> _WHAT THE TASK ASKS_
Repeat only the lines running from the beginning of the material through the line that contains "Task: Summarize the".

(SUPPLIED RECORDS)

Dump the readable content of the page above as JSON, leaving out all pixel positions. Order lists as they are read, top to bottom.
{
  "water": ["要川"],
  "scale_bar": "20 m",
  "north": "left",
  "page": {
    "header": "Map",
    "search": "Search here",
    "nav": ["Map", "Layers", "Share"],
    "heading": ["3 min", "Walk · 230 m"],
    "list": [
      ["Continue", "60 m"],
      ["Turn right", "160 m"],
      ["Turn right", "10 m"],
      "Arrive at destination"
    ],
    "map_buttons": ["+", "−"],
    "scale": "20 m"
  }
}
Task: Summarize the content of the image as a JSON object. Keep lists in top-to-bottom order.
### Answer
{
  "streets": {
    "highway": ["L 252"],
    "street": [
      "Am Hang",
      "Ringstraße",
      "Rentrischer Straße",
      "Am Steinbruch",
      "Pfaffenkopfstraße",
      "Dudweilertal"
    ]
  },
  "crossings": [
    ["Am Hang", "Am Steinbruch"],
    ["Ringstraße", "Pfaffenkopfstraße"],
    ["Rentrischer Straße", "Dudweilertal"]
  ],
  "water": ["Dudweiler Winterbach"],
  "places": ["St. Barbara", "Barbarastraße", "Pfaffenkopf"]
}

(End SUPPLIED RECORDS)

> _SOLUTION TO THIS PROBLEM_
Dump the readable content of the page above as JSON, leaving out all pixel positions. Order lists as they are read, top to bottom.
{
  "water": ["要川"],
  "scale_bar": "20 m",
  "north": "left",
  "page": {
    "header": "Map",
    "search": "Search here",
    "nav": ["Map", "Layers", "Share"],
    "heading": ["3 min", "Walk · 230 m"],
    "list": [
      ["Continue", "60 m"],
      ["Turn right", "160 m"],
      ["Turn right", "10 m"],
      "Arrive at destination"
    ],
    "map_buttons": ["+", "−"],
    "scale": "20 m"
  }
}
Task: Summarize the content of the image as a JSON object. Keep lists in top-to-bottom order.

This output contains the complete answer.